(Stored items)
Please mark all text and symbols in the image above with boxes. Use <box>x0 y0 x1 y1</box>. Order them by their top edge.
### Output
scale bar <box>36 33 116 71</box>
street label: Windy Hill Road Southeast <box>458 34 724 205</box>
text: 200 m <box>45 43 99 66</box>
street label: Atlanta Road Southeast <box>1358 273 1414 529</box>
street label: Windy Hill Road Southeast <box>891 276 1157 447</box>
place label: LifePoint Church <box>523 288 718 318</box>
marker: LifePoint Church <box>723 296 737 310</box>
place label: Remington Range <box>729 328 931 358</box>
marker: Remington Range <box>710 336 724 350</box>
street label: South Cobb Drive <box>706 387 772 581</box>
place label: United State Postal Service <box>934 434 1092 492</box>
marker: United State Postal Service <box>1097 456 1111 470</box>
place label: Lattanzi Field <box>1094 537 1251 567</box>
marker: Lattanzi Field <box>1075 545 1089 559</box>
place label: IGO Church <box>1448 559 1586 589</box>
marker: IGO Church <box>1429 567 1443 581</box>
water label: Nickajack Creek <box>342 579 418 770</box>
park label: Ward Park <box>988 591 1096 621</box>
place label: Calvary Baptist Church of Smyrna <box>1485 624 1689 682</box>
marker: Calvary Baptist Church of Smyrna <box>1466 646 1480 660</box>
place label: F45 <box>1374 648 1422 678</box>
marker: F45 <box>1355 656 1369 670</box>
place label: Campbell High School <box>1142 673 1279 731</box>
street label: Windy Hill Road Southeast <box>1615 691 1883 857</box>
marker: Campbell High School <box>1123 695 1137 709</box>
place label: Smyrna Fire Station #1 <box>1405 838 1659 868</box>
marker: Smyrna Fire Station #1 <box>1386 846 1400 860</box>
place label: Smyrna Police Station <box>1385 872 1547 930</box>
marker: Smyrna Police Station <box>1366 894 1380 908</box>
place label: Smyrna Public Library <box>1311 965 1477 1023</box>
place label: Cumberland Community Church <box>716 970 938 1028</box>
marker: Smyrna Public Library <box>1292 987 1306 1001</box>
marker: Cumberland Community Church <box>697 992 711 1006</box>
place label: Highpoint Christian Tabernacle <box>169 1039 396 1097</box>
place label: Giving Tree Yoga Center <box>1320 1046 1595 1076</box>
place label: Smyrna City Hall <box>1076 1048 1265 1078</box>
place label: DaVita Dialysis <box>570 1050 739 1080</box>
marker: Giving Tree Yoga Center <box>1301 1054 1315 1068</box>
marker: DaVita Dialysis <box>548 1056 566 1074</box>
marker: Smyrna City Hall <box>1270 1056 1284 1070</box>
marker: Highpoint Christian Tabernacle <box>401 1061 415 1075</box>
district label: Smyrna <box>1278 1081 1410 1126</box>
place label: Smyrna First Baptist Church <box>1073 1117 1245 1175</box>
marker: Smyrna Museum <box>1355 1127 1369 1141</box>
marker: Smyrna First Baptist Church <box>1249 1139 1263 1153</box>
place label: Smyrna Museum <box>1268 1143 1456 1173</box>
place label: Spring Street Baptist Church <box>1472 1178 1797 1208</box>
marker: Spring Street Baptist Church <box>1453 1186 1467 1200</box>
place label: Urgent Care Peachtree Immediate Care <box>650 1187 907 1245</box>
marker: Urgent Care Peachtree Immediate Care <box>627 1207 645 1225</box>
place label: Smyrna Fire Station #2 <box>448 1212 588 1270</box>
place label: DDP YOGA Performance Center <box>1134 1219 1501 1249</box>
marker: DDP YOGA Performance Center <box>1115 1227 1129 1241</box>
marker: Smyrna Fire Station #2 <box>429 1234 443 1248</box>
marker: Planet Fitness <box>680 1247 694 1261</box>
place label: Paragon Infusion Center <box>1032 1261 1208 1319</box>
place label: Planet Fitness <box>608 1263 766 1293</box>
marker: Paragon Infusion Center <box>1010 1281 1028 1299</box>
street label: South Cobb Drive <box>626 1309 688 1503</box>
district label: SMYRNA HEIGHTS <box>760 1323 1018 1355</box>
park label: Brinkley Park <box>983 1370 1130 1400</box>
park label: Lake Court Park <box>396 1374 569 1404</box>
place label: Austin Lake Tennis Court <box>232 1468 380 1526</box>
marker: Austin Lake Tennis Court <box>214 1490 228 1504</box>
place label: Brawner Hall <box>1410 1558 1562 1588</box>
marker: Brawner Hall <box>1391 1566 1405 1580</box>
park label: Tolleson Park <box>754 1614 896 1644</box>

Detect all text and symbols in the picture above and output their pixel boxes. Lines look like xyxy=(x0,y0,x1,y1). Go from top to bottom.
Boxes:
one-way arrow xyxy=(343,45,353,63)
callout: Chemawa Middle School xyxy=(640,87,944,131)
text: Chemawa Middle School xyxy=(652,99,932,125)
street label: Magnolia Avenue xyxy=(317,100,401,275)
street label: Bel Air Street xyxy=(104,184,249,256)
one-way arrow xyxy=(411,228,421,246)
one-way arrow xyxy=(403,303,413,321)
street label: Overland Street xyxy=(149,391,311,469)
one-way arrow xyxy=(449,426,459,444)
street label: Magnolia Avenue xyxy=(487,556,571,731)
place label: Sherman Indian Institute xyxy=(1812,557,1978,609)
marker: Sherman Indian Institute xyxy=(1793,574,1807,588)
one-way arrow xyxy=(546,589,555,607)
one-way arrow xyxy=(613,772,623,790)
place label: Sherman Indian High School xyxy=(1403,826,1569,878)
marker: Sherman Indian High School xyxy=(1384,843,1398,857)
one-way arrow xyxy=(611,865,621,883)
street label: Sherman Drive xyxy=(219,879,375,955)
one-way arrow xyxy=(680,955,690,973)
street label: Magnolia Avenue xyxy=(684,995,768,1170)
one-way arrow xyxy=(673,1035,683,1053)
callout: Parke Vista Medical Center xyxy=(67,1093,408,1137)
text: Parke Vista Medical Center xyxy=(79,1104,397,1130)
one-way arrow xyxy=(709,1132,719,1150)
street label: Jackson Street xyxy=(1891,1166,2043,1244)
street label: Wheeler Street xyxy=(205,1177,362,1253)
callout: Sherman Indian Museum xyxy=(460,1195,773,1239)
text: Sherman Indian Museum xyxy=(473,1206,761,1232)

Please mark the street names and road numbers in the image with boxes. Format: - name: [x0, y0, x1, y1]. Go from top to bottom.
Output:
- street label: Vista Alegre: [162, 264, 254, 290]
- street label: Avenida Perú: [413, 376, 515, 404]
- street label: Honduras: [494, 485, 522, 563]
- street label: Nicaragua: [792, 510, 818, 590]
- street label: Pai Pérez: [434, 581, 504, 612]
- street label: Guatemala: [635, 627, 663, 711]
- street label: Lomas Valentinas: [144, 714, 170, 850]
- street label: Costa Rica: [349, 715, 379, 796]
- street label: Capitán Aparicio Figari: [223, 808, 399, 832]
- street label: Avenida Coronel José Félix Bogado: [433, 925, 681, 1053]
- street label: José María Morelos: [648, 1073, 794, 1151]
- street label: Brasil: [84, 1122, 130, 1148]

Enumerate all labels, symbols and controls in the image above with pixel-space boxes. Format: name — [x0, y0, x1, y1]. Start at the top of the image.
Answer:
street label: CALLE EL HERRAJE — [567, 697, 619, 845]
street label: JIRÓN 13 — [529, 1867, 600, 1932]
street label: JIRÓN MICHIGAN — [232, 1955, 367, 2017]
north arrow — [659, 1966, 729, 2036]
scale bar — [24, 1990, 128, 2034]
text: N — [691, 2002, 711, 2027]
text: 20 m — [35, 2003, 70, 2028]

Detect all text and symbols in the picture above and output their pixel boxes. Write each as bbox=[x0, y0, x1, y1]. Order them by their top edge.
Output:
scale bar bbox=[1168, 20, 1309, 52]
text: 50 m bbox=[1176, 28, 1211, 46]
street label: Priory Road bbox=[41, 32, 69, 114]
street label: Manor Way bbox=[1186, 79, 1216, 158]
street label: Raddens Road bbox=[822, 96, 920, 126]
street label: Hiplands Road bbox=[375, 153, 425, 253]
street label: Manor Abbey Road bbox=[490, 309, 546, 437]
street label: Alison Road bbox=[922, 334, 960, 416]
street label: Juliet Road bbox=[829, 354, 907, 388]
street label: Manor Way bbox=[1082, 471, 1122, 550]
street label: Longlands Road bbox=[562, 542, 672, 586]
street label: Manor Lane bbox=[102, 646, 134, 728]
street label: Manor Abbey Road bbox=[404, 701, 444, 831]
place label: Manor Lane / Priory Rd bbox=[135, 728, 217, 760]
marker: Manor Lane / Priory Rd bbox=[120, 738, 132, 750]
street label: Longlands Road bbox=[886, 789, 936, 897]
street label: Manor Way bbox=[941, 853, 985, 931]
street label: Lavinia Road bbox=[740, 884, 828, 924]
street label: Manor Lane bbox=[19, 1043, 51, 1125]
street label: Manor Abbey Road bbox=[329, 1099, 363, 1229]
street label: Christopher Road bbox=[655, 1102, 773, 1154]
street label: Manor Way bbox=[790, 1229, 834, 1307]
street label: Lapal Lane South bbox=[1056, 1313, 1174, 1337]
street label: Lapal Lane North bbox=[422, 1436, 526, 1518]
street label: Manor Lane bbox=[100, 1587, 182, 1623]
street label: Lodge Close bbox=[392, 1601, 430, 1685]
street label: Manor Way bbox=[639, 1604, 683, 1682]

### What to produce
"Service" is the string to look for; please copy every line of the records above where it appears.

### Problem solution
place label: United State Postal Service <box>934 434 1092 492</box>
marker: United State Postal Service <box>1097 456 1111 470</box>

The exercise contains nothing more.